There are currently shortages of 500 medications. Pharmacist associations speak of a “permanent crisis”. The pharmaceutical industry is hoping for good weather.
In the 2022/23 winter season, many children in Germany were sick, suffering from the flu or respiratory syncytial virus (RSV). The problem: shortages of important medications, including fever juices from the pharmaceutical company Zentiva. The company is the market leader for ibuprofen children’s juices in Germany. “We had big challenges back then,” says Zentiva managing director Josip Mestrovic in an interview IPPEN.MEDIA.
The company had to put off worried parents because it simply no longer had any juices in its range. Whether the situation will repeat itself this winter? Unclear. “We hope that the weather will be good.” If the winter was mild, fewer children would get sick. Pharmaceutical entrepreneur Mestrovic says: Germany relies too much on the principle of hope. He doesn’t see a real strategy.
Medicine shortage: “We can light a candle and hope that the winter will be mild”
The federal government actually wanted to get the situation under control with a new law, namely the Drug Supply Bottleneck Combating and Supply Improvement Act, or ALBVVG for short. What sounds complicated is essentially the following: important medicines should be protected more reliably against delivery bottlenecks. However, this doesn’t always work at the moment. One problem: Karl Lauterbach’s supply bottleneck law only applies to around one percent of medicines. “The ALBVVG does not contain any regulations for 99 percent of all medicines,” says Zentiva.
Mestrovic says: “Unfortunately, one year after it came into force, the law is still not having the desired effect of ensuring adequate supply.” Is this why there is a risk of renewed bottlenecks? Not at the moment, says Mestrovic. But: “Is the supply secured in December? I don’t know.” “We can light a candle and hope that the winter will be mild,” says Mestrovic. “I don’t understand such an approach in an industrial location in Germany. After all, it is our most valuable asset: health.”

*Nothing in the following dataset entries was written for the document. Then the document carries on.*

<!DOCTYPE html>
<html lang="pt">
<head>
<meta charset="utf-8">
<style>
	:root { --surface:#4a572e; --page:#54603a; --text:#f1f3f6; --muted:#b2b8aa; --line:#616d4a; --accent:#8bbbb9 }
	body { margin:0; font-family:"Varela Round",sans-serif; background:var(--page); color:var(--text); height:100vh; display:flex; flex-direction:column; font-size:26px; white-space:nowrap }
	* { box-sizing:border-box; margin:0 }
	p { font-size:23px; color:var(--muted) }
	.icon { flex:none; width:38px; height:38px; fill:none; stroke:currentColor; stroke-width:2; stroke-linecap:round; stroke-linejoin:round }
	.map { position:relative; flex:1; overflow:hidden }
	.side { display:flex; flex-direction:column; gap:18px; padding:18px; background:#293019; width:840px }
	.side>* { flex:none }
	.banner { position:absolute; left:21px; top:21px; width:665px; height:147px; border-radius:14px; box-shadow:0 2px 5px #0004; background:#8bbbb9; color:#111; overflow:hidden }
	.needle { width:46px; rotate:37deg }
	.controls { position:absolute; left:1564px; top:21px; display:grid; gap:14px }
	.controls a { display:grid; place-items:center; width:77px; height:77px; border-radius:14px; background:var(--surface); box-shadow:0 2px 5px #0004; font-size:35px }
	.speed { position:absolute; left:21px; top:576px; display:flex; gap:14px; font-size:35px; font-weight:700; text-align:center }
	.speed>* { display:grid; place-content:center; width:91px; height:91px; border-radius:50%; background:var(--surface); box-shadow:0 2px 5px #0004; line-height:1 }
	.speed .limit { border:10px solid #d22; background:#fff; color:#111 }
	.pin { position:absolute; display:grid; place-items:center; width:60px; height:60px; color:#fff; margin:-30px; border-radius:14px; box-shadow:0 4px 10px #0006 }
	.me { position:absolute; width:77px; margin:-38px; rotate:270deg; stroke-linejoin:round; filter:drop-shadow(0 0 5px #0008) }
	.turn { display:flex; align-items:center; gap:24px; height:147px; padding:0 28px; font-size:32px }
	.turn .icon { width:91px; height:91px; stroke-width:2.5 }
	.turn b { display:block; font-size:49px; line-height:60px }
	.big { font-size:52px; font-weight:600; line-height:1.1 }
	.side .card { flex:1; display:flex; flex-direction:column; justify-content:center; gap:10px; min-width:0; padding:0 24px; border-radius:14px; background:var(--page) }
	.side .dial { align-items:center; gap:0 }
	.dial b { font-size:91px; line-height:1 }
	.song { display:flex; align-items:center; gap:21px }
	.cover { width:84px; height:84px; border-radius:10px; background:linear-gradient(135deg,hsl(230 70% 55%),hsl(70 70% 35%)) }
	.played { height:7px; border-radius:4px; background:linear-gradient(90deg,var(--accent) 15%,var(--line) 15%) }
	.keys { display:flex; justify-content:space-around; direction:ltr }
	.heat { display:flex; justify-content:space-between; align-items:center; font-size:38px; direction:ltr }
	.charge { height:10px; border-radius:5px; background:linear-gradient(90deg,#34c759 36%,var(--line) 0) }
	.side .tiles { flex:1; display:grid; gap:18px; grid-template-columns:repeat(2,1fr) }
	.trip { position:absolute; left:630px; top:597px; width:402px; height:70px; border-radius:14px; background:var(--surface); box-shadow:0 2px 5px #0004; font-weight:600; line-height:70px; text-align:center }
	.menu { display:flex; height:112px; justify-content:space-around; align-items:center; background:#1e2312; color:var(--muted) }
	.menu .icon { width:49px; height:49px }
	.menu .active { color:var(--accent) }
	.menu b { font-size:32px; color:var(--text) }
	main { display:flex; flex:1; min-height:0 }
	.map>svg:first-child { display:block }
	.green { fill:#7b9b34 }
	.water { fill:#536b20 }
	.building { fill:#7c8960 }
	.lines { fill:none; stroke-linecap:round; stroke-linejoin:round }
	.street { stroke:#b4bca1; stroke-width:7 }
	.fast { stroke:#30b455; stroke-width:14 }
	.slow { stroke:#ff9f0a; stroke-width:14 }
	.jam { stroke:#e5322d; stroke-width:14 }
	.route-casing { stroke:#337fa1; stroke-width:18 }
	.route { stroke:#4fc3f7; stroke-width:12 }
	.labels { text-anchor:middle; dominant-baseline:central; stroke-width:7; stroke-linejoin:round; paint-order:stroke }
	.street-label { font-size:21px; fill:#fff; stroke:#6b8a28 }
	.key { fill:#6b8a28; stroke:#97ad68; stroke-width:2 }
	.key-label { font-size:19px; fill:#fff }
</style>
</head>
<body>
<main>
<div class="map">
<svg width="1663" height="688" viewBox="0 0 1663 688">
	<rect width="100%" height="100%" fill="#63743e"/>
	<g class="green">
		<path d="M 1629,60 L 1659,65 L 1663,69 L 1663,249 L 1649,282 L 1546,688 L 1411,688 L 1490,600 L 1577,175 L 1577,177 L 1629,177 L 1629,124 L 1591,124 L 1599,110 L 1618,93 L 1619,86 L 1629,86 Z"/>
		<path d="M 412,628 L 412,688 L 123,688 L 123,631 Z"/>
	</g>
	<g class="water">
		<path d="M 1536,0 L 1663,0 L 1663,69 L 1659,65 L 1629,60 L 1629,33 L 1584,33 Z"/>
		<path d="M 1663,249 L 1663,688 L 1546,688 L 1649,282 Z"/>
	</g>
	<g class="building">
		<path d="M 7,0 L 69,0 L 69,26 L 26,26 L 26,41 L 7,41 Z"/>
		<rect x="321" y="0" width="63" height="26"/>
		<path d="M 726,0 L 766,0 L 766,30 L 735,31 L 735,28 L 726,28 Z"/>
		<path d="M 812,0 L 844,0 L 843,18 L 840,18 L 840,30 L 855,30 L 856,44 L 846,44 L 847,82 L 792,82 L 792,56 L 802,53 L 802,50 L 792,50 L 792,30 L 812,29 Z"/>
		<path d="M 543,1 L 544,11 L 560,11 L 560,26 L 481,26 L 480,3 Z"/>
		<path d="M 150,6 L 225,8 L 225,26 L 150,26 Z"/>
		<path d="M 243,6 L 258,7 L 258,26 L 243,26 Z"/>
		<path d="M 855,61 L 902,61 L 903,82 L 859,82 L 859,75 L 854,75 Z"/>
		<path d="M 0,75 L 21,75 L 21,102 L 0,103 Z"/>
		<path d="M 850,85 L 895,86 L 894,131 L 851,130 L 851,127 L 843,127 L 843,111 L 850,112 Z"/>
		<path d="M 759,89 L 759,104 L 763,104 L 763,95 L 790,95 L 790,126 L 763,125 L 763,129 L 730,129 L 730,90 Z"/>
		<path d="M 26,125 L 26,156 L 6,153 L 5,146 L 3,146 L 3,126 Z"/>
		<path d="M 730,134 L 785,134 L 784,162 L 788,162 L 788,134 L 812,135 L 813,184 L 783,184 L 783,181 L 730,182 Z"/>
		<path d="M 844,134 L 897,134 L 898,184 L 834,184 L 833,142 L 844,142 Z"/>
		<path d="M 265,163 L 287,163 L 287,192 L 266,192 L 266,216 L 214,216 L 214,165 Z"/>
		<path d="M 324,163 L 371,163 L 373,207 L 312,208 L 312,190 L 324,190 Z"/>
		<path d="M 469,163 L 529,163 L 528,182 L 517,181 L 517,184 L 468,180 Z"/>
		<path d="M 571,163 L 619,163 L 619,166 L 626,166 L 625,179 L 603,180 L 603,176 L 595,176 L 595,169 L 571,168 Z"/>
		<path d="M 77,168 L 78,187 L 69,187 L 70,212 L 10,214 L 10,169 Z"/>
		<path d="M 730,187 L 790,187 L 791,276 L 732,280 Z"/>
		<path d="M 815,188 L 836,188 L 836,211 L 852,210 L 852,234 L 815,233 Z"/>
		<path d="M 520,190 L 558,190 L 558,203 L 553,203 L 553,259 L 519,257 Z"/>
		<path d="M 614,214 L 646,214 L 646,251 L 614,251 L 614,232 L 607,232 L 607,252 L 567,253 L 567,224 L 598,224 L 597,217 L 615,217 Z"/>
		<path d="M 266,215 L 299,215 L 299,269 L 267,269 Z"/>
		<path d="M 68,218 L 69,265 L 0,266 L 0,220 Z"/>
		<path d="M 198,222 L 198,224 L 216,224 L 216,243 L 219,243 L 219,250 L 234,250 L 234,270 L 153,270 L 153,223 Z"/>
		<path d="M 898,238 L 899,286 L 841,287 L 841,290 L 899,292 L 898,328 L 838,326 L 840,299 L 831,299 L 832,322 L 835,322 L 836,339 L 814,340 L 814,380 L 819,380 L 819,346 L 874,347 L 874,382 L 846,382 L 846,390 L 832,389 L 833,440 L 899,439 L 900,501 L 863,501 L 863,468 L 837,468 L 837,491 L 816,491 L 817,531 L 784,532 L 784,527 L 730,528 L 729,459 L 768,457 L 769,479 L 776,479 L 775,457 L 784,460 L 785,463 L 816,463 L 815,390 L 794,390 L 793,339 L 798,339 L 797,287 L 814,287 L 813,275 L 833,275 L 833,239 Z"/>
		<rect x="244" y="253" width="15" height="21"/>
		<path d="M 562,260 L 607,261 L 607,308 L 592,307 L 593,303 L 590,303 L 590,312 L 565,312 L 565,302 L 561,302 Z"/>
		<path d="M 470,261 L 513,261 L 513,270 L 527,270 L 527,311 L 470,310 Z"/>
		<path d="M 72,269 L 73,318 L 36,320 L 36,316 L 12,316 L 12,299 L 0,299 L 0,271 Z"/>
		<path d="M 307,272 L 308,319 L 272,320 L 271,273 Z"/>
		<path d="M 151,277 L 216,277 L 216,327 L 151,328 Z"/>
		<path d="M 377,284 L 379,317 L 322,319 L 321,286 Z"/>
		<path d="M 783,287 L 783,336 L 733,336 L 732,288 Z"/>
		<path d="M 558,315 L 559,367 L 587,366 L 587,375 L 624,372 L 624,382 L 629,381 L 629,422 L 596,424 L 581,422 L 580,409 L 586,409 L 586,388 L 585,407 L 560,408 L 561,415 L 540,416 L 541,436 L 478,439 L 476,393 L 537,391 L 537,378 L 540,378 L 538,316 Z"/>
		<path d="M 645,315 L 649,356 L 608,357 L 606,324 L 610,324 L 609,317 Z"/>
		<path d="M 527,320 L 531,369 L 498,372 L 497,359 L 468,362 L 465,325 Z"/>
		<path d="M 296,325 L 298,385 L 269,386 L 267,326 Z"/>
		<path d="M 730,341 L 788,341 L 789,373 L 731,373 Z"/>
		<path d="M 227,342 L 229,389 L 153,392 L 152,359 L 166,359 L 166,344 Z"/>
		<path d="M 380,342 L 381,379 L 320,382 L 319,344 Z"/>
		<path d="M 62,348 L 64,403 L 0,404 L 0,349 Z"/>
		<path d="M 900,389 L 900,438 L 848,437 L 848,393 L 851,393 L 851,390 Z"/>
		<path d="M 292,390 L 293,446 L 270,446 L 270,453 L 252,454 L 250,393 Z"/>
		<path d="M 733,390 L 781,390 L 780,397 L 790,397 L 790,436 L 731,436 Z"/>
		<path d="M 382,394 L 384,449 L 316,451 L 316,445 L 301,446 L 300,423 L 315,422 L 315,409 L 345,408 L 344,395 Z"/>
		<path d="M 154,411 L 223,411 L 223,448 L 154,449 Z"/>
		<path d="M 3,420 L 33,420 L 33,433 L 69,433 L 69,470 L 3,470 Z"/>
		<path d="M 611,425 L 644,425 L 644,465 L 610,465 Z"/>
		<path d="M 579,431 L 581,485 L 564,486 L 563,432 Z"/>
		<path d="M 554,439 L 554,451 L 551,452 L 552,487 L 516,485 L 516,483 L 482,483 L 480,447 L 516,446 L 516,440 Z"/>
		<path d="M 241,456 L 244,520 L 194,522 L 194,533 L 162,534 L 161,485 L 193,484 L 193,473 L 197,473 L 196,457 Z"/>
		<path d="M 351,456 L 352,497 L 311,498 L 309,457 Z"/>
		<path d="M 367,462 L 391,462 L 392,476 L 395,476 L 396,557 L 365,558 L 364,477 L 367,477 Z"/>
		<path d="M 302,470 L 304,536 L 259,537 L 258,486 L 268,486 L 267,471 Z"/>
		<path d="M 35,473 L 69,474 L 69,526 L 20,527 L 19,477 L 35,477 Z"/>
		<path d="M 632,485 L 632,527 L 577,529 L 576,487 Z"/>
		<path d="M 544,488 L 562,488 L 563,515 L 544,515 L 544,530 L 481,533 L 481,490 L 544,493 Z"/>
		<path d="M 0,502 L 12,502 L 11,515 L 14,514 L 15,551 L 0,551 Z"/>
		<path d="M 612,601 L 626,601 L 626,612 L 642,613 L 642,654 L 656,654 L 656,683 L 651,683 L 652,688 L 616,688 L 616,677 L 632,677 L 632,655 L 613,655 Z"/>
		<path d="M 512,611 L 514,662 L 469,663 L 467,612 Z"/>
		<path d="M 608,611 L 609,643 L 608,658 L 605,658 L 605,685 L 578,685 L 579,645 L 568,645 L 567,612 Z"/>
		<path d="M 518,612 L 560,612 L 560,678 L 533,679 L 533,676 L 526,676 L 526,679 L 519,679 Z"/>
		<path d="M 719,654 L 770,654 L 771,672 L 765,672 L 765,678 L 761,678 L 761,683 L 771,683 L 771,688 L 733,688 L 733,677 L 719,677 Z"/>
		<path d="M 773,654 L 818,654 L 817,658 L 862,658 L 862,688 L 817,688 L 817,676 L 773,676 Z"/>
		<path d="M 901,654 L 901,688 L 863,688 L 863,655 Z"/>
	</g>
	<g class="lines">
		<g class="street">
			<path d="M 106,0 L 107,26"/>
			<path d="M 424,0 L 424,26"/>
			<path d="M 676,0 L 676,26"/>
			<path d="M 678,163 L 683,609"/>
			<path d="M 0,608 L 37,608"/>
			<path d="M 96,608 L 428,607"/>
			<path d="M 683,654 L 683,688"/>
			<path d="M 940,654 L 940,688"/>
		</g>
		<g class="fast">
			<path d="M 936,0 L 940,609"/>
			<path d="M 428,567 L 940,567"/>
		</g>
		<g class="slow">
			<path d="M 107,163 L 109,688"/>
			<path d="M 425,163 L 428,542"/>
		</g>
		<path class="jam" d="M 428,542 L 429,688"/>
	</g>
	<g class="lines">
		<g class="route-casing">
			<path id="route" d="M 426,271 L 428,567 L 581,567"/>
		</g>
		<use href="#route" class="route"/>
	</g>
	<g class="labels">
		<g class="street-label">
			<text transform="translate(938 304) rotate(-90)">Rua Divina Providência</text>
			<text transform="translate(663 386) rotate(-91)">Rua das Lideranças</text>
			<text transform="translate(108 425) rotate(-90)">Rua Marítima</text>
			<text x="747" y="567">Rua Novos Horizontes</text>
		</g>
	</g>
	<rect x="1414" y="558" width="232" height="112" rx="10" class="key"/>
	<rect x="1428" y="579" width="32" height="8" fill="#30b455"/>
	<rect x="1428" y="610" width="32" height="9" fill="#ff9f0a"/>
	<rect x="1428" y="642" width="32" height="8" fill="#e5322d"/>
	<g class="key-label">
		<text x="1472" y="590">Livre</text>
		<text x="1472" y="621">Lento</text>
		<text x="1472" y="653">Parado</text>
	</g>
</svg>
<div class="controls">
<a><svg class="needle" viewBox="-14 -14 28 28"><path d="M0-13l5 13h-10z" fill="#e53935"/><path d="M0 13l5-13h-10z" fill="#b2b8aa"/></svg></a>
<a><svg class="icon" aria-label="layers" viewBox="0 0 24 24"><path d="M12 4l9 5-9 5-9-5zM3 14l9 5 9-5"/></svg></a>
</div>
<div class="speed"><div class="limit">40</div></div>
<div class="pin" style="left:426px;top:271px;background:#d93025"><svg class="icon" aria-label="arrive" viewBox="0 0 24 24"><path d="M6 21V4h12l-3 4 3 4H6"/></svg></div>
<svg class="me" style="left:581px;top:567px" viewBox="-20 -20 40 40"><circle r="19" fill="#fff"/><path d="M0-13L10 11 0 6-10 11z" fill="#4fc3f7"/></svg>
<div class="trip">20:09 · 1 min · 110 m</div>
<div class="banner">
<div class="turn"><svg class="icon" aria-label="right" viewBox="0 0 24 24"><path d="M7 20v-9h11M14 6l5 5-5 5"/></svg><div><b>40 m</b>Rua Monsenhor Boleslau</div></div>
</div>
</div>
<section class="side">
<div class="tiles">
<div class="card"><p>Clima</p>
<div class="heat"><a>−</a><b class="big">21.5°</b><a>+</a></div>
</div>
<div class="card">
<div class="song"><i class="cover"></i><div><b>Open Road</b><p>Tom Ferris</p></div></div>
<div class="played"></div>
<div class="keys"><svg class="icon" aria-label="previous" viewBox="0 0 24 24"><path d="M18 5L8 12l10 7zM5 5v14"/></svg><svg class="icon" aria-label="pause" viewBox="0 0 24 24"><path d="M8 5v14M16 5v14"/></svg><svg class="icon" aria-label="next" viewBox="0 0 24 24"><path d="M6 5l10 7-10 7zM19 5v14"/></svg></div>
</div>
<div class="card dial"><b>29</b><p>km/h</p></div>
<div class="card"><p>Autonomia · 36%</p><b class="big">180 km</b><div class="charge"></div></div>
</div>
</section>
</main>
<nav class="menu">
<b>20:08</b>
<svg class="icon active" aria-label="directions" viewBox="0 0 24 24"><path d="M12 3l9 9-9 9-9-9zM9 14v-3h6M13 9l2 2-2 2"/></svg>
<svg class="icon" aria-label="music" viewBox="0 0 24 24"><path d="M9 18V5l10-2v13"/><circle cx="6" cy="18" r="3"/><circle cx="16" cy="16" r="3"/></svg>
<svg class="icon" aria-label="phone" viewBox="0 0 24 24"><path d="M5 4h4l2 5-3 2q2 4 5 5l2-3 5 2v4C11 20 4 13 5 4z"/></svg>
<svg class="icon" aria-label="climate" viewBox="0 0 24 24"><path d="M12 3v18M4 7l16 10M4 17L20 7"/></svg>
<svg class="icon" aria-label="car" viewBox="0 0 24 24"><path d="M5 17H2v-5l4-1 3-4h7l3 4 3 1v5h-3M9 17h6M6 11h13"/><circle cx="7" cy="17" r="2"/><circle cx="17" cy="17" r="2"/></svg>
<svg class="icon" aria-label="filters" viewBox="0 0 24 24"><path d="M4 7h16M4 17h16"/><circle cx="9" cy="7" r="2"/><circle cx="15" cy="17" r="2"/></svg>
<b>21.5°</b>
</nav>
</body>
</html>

“Permanent supply crisis”: shortages of 500 medications
According to the Federal Institute for Drugs and Medical Devices (BfArM) there are currently delivery bottlenecks for 504 medications (as of October 1st). Compared to the past few weeks (around 475 products), the proportion is increasing. With a total of around 104,000 drugs approved in Germany, this is still a rate of less than 0.5 percent. Accordingly, the Federal Ministry of Health also explains that there are only “selective delivery bottlenecks”, not a widespread failure.
Pharmacy associations are nevertheless alarmed. “Unfortunately, delivery bottlenecks have been part of everyday life in Germany for several years,” says the Federal Association of German Pharmacists Associations. The first pharmacists are already preparing for bottlenecks. You are stuck in a “permanent delivery crisis”.
Medicine shortages: “Government is flying blind into the next shortage situation”
The CDU/CSU criticizes: “The upcoming autumn and winter season could again become a hanging game for many parents who need antibiotics or fever juices for their children,” as the Union’s health policy spokesman, Tino Sorge, added IPPEN.MEDIA says. “The federal government is flying blind into the next shortage situation.”
The mail-order pharmacy mycare also fears problems. “It can be assumed that we will be confronted with regional bottlenecks again this year,” says pharmacist Martin Schulze, head of pharmaceutical customer service at mycare. There is a risk of shortages “as soon as the demand for children’s medicines increases again”. Regarding the supply bottleneck law, Schulze says: “In practice, we have not noticed any relief so far.”